# [Exercise requirements]
Every record must be transcribed in its entirety, apart from the images, which are to be omitted.
Records provided START
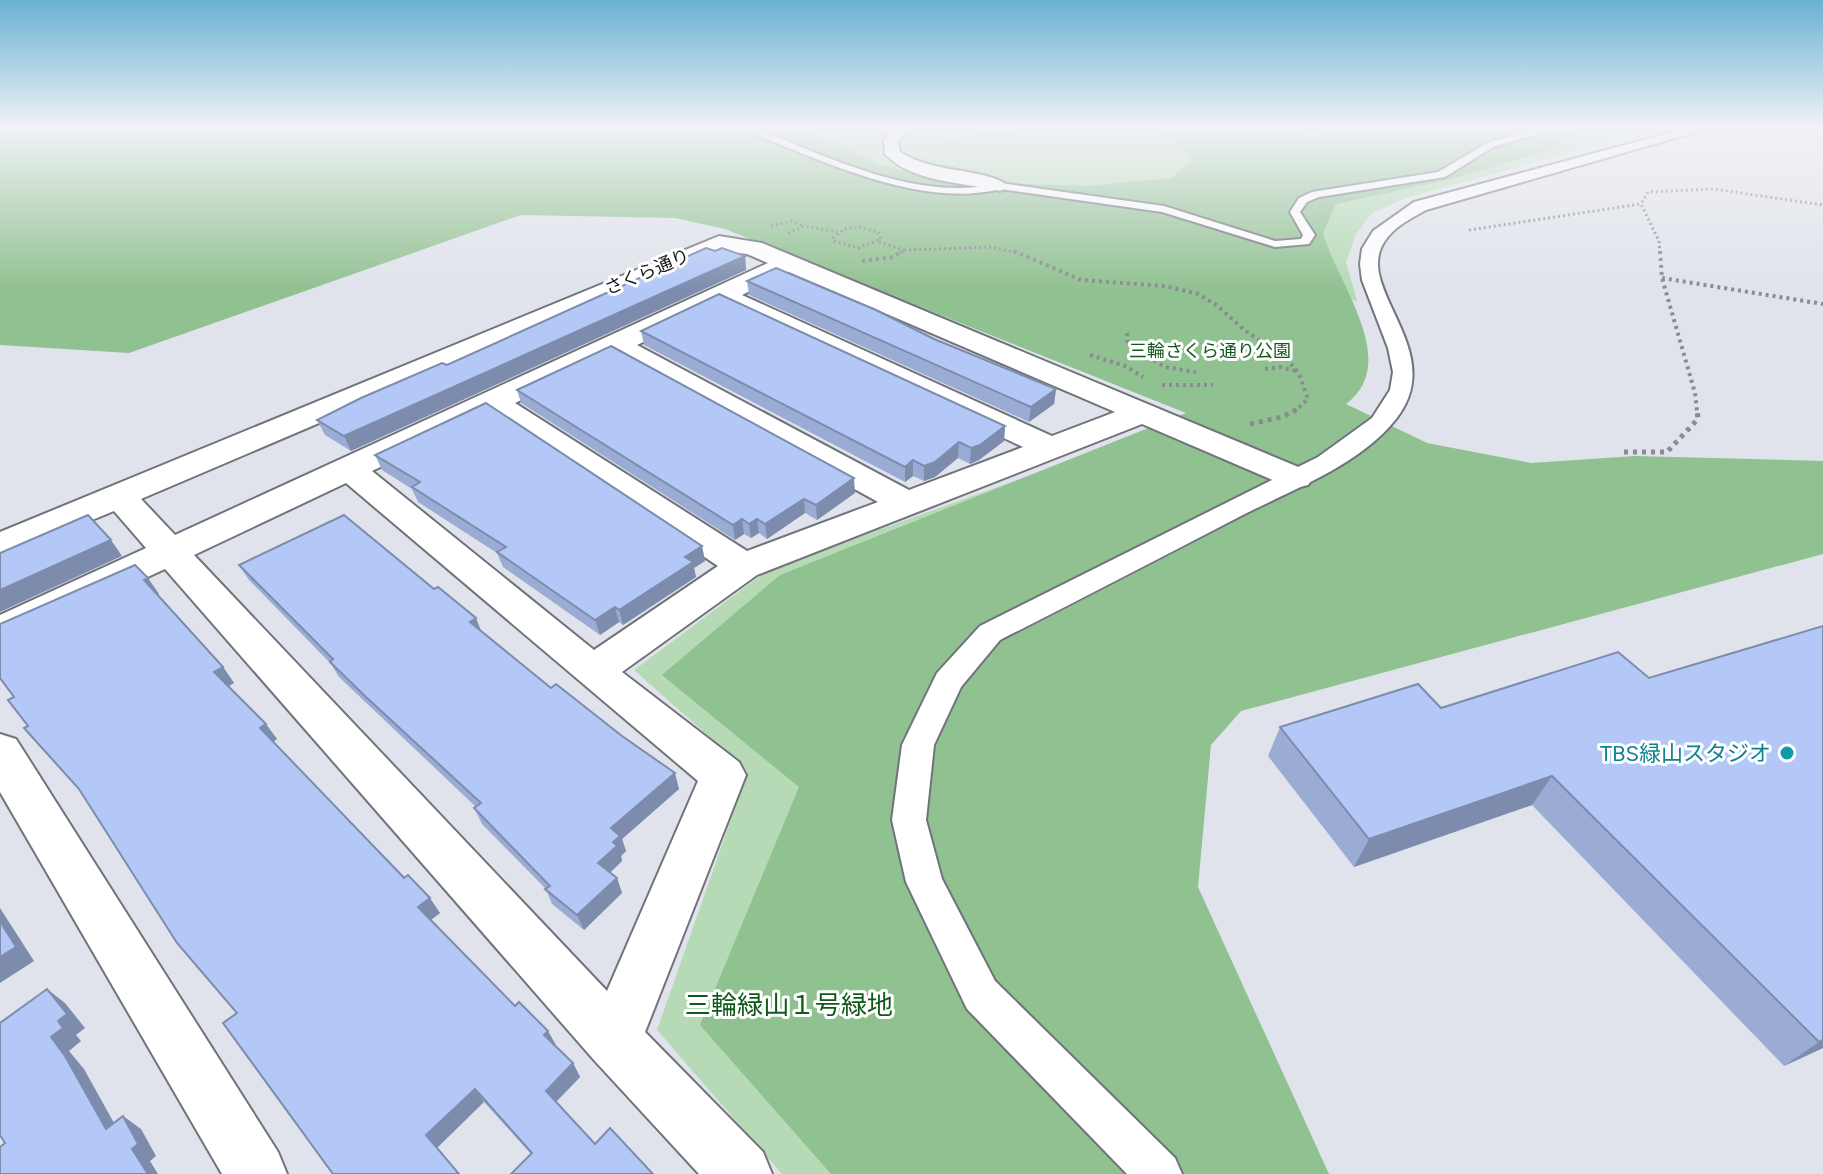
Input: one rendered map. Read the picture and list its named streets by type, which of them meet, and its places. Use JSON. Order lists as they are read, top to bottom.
{
  "streets": {
    "street": ["さくら通り"]
  },
  "parks": ["三輪さくら通り公園", "三輪緑山１号緑地"],
  "places": ["TBS緑山スタジオ"]
}
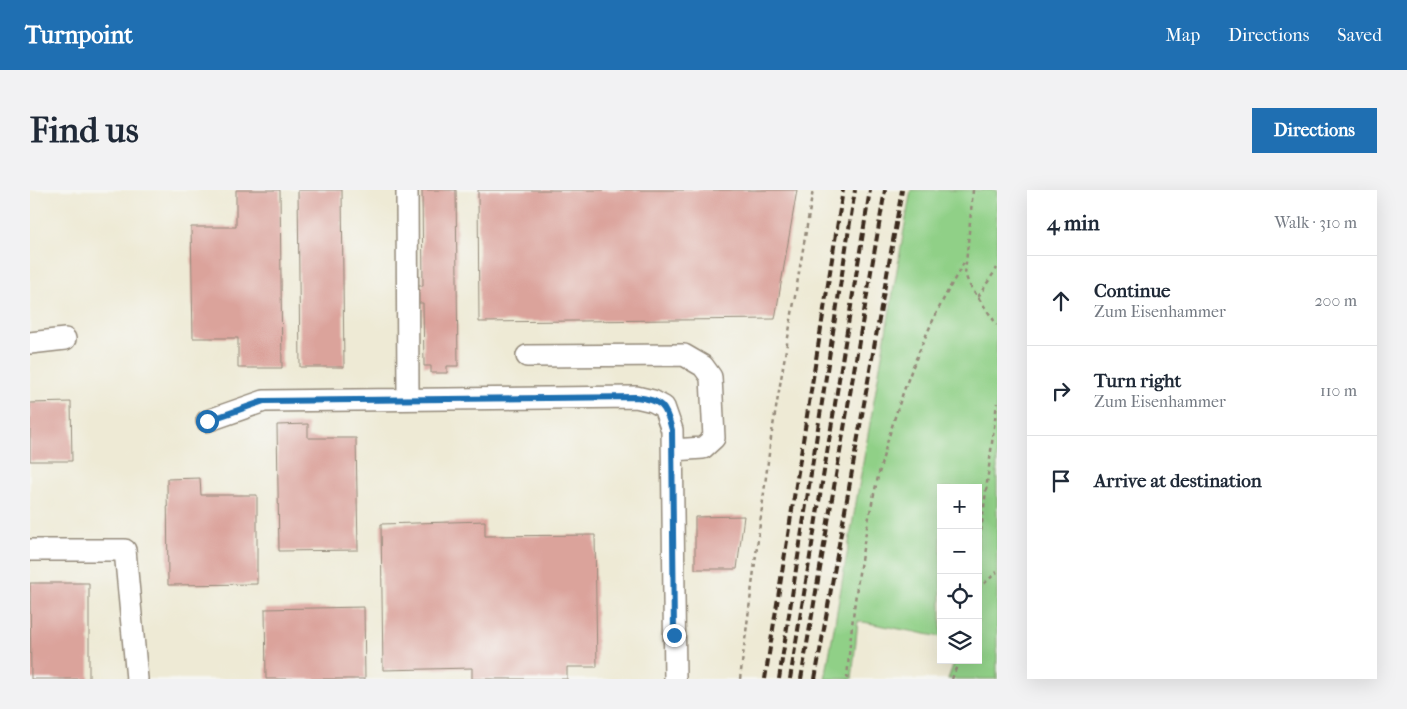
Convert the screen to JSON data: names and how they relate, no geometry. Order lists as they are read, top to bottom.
{
  "page": {
    "header": "Turnpoint",
    "nav": ["Map", "Directions", "Saved"],
    "buttons": "Directions",
    "title": "Find us",
    "heading": ["4 min", "Walk · 310 m"],
    "list": [
      ["Continue", "Zum Eisenhammer", "200 m"],
      ["Turn right", "Zum Eisenhammer", "110 m"],
      "Arrive at destination"
    ],
    "map_buttons": ["+", "−"]
  }
}
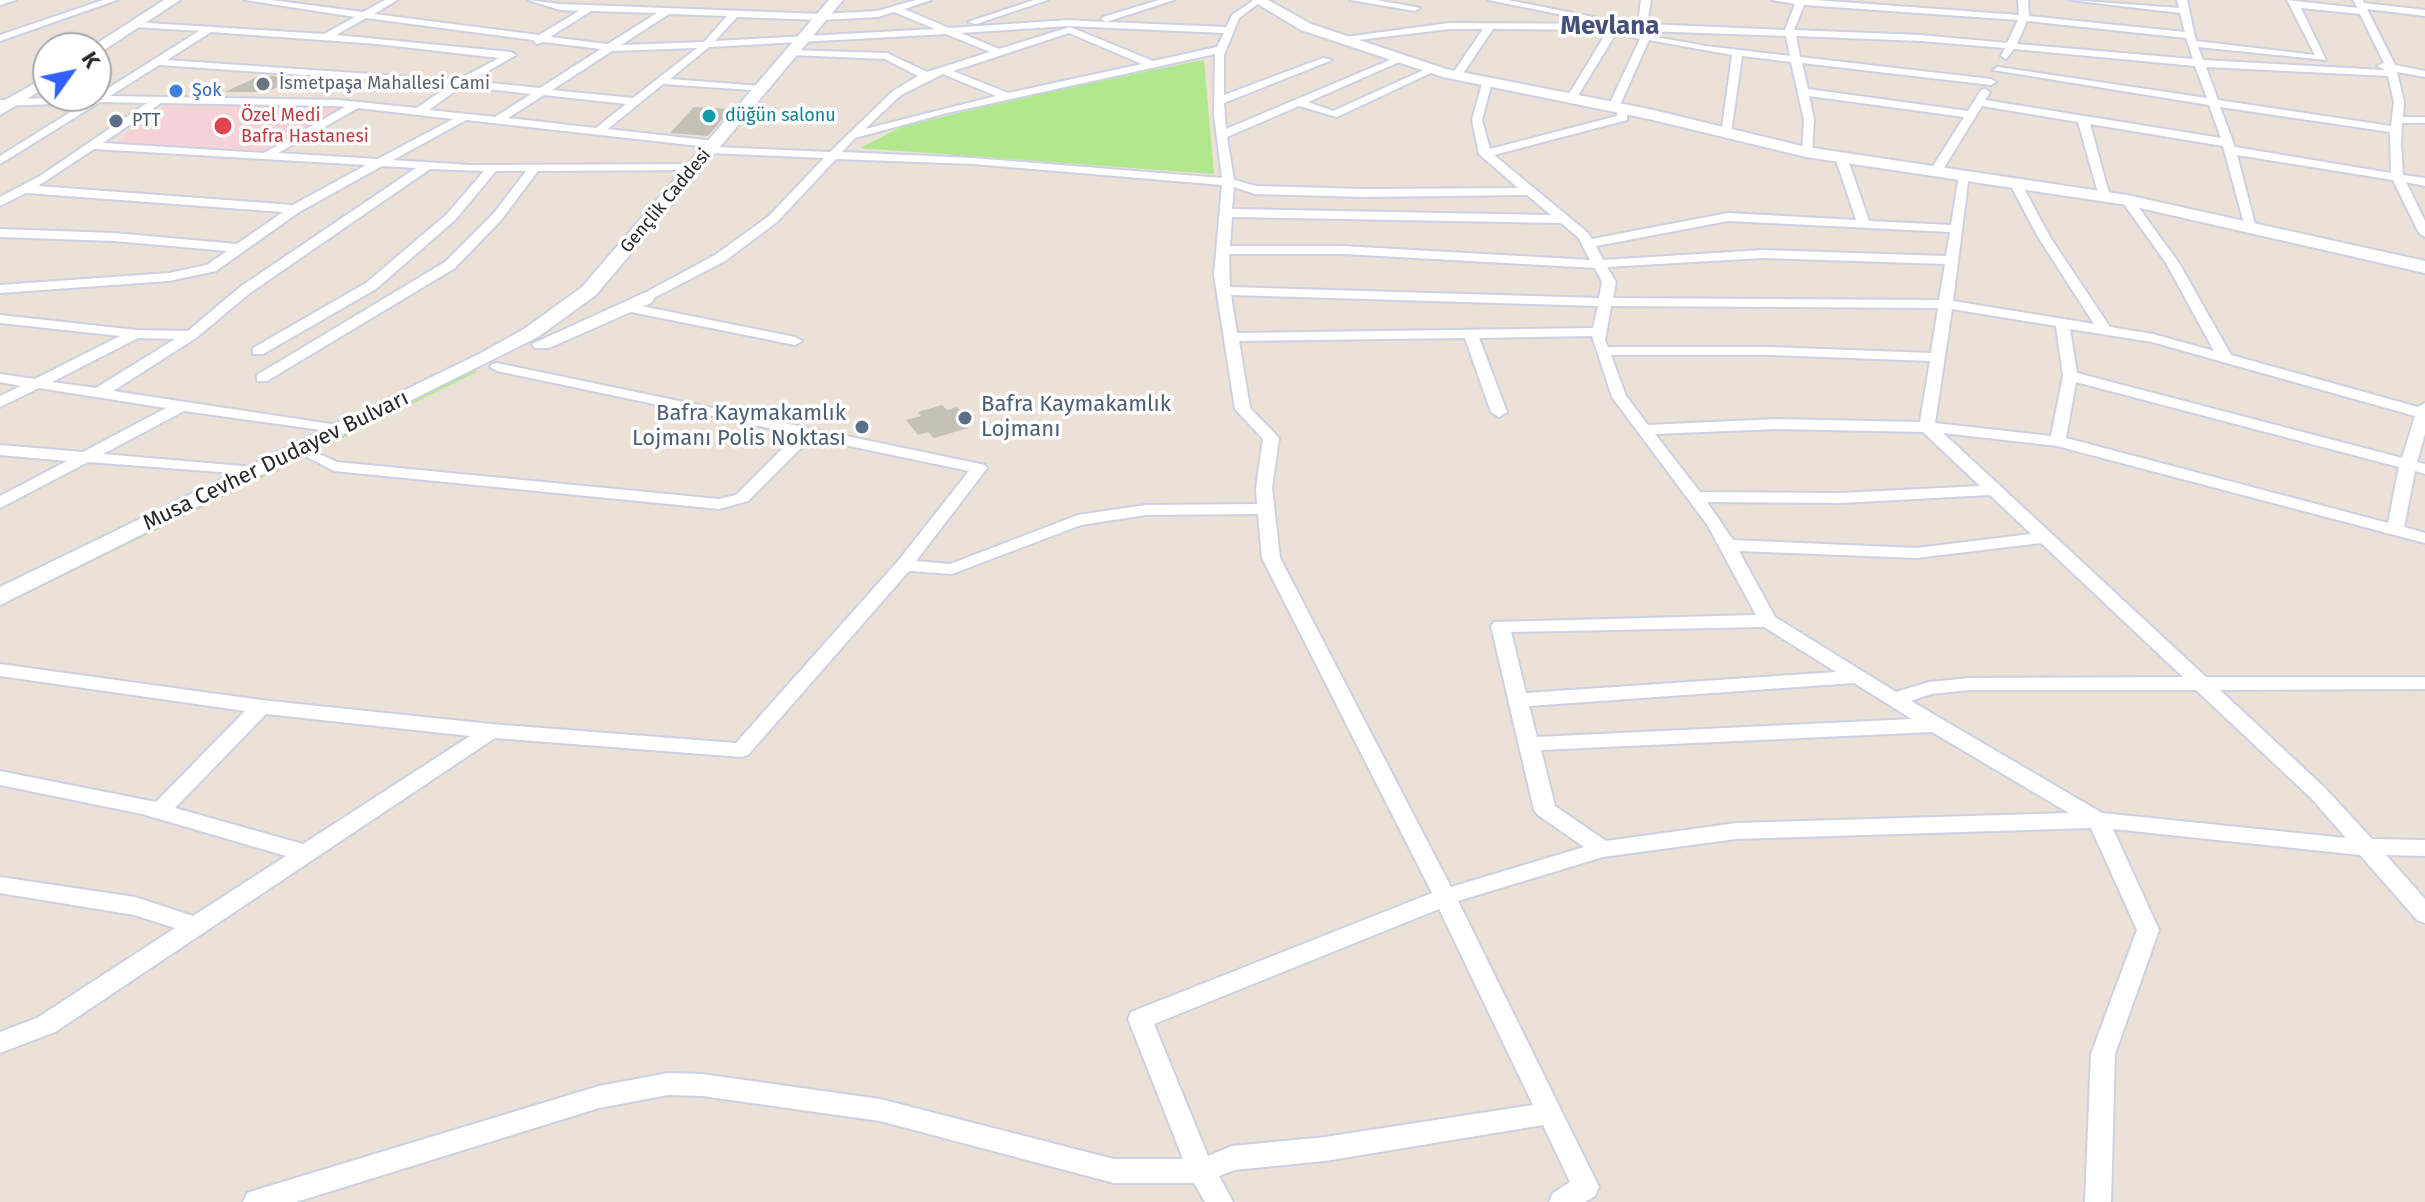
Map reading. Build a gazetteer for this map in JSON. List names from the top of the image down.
{
  "streets": {
    "main road": ["Gençlik Caddesi", "Musa Cevher Dudayev Bulvarı"]
  },
  "crossings": [
    ["Gençlik Caddesi", "Musa Cevher Dudayev Bulvarı"]
  ],
  "districts": ["Mevlana"],
  "places": [
    "İsmetpaşa Mahallesi Cami",
    "Şok",
    "düğün salonu",
    "PTT",
    "Özel Medi Bafra Hastanesi",
    "Bafra Kaymakamlık Lojmanı",
    "Bafra Kaymakamlık Lojmanı Polis Noktası"
  ],
  "north": "top right"
}
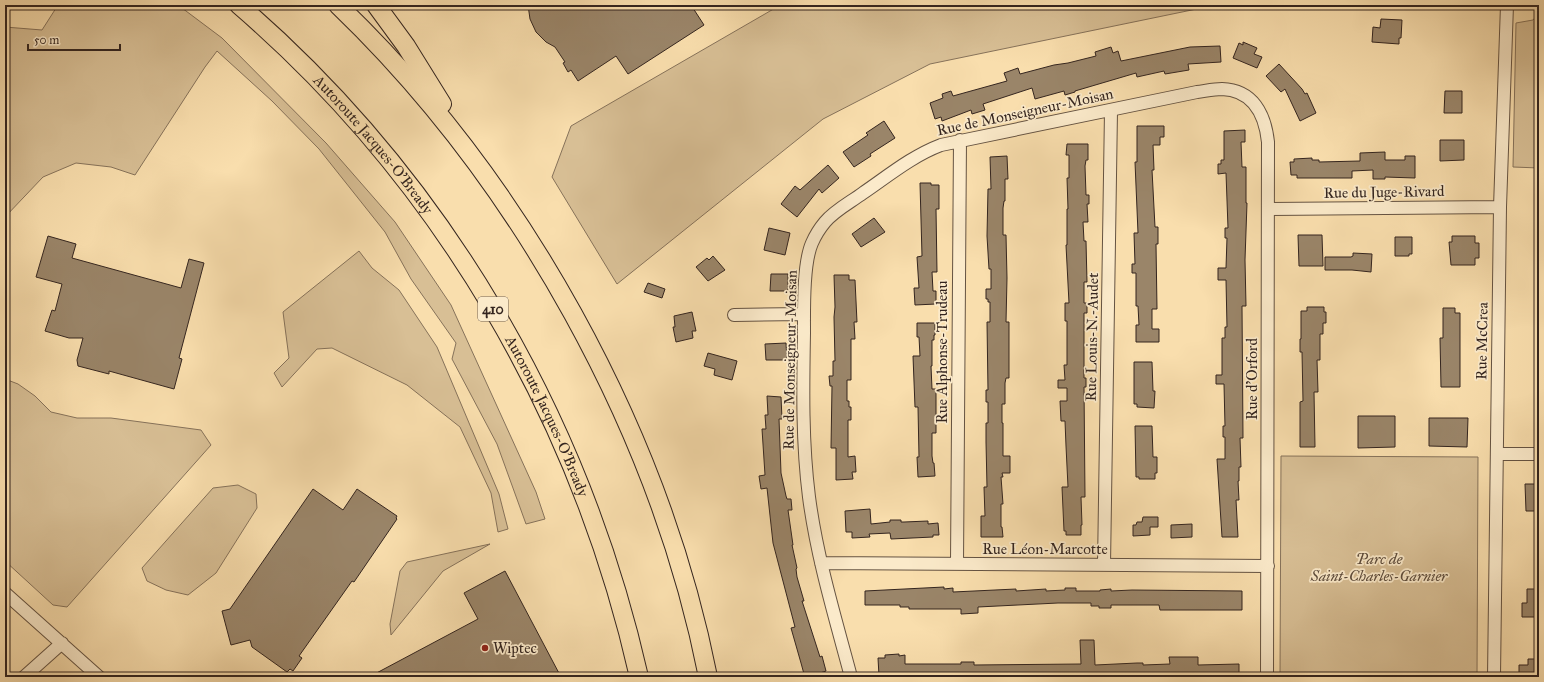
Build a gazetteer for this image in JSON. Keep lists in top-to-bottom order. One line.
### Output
{"streets":{"highway":["Autoroute Jacques-O'Bready","410"],"street":["Rue de Monseigneur-Moisan","Rue du Juge-Rivard","Rue Louis-N.-Audet","Rue McCrea","Rue Alphonse-Trudeau","Rue d'Orford","Rue Léon-Marcotte"]},"crossings":[["Rue de Monseigneur-Moisan","Rue Louis-N.-Audet"],["Rue de Monseigneur-Moisan","Rue Alphonse-Trudeau"],["Rue de Monseigneur-Moisan","Rue d'Orford"],["Rue de Monseigneur-Moisan","Rue Léon-Marcotte"],["Rue du Juge-Rivard","Rue McCrea"],["Rue du Juge-Rivard","Rue d'Orford"],["Rue Louis-N.-Audet","Rue Léon-Marcotte"],["Rue Alphonse-Trudeau","Rue Léon-Marcotte"],["Rue d'Orford","Rue Léon-Marcotte"]],"parks":["Parc de Saint-Charles-Garnier"],"places":["Wiptec"],"scale_bar":"50 m"}
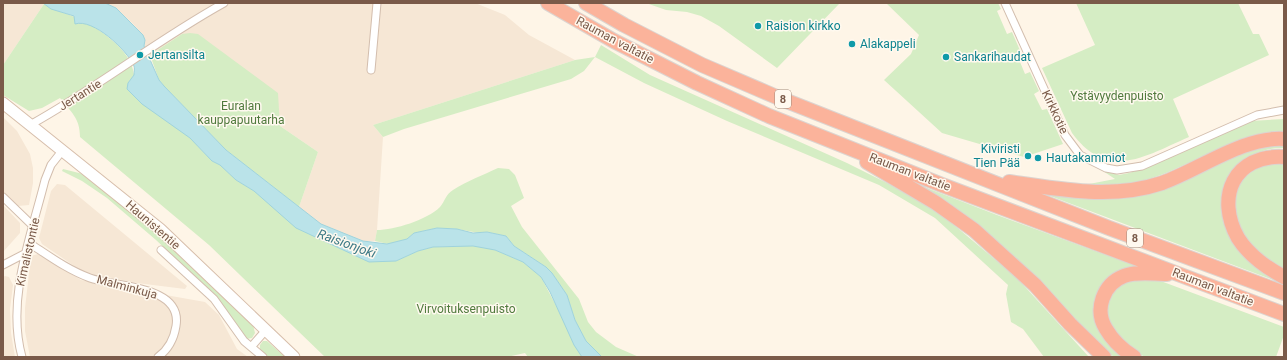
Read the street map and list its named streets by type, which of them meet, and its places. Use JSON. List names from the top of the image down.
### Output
{
  "streets": {
    "highway": ["Rauman valtatie", "8"],
    "street": [
      "Jertantie",
      "Kirkkotie",
      "Haunistentie",
      "Kimalistontie",
      "Malminkuja"
    ]
  },
  "crossings": [
    ["Jertantie", "Haunistentie"],
    ["Haunistentie", "Kimalistontie"],
    ["Kimalistontie", "Malminkuja"]
  ],
  "water": ["Raisionjoki"],
  "parks": ["Ystävyydenpuisto", "Euralan kauppapuutarha", "Virvoituksenpuisto"],
  "places": [
    "Raision kirkko",
    "Alakappeli",
    "Jertansilta",
    "Sankarihaudat",
    "Kiviristi Tien Pää",
    "Hautakammiot"
  ]
}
Records provided END
# [Task result]
Input: one rendered map. Read the picture and list its named streets by type, which of them meet, and its places. Use JSON. Order lists as they are read, top to bottom.
{
  "streets": {
    "street": ["さくら通り"]
  },
  "parks": ["三輪さくら通り公園", "三輪緑山１号緑地"],
  "places": ["TBS緑山スタジオ"]
}
Convert the screen to JSON data: names and how they relate, no geometry. Order lists as they are read, top to bottom.
{
  "page": {
    "header": "Turnpoint",
    "nav": ["Map", "Directions", "Saved"],
    "buttons": "Directions",
    "title": "Find us",
    "heading": ["4 min", "Walk · 310 m"],
    "list": [
      ["Continue", "Zum Eisenhammer", "200 m"],
      ["Turn right", "Zum Eisenhammer", "110 m"],
      "Arrive at destination"
    ],
    "map_buttons": ["+", "−"]
  }
}
Map reading. Build a gazetteer for this map in JSON. List names from the top of the image down.
{
  "streets": {
    "main road": ["Gençlik Caddesi", "Musa Cevher Dudayev Bulvarı"]
  },
  "crossings": [
    ["Gençlik Caddesi", "Musa Cevher Dudayev Bulvarı"]
  ],
  "districts": ["Mevlana"],
  "places": [
    "İsmetpaşa Mahallesi Cami",
    "Şok",
    "düğün salonu",
    "PTT",
    "Özel Medi Bafra Hastanesi",
    "Bafra Kaymakamlık Lojmanı",
    "Bafra Kaymakamlık Lojmanı Polis Noktası"
  ],
  "north": "top right"
}
Build a gazetteer for this image in JSON. Keep lists in top-to-bottom order. One line.
### Output
{"streets":{"highway":["Autoroute Jacques-O'Bready","410"],"street":["Rue de Monseigneur-Moisan","Rue du Juge-Rivard","Rue Louis-N.-Audet","Rue McCrea","Rue Alphonse-Trudeau","Rue d'Orford","Rue Léon-Marcotte"]},"crossings":[["Rue de Monseigneur-Moisan","Rue Louis-N.-Audet"],["Rue de Monseigneur-Moisan","Rue Alphonse-Trudeau"],["Rue de Monseigneur-Moisan","Rue d'Orford"],["Rue de Monseigneur-Moisan","Rue Léon-Marcotte"],["Rue du Juge-Rivard","Rue McCrea"],["Rue du Juge-Rivard","Rue d'Orford"],["Rue Louis-N.-Audet","Rue Léon-Marcotte"],["Rue Alphonse-Trudeau","Rue Léon-Marcotte"],["Rue d'Orford","Rue Léon-Marcotte"]],"parks":["Parc de Saint-Charles-Garnier"],"places":["Wiptec"],"scale_bar":"50 m"}
Read the street map and list its named streets by type, which of them meet, and its places. Use JSON. List names from the top of the image down.
### Output
{
  "streets": {
    "highway": ["Rauman valtatie", "8"],
    "street": [
      "Jertantie",
      "Kirkkotie",
      "Haunistentie",
      "Kimalistontie",
      "Malminkuja"
    ]
  },
  "crossings": [
    ["Jertantie", "Haunistentie"],
    ["Haunistentie", "Kimalistontie"],
    ["Kimalistontie", "Malminkuja"]
  ],
  "water": ["Raisionjoki"],
  "parks": ["Ystävyydenpuisto", "Euralan kauppapuutarha", "Virvoituksenpuisto"],
  "places": [
    "Raision kirkko",
    "Alakappeli",
    "Jertansilta",
    "Sankarihaudat",
    "Kiviristi Tien Pää",
    "Hautakammiot"
  ]
}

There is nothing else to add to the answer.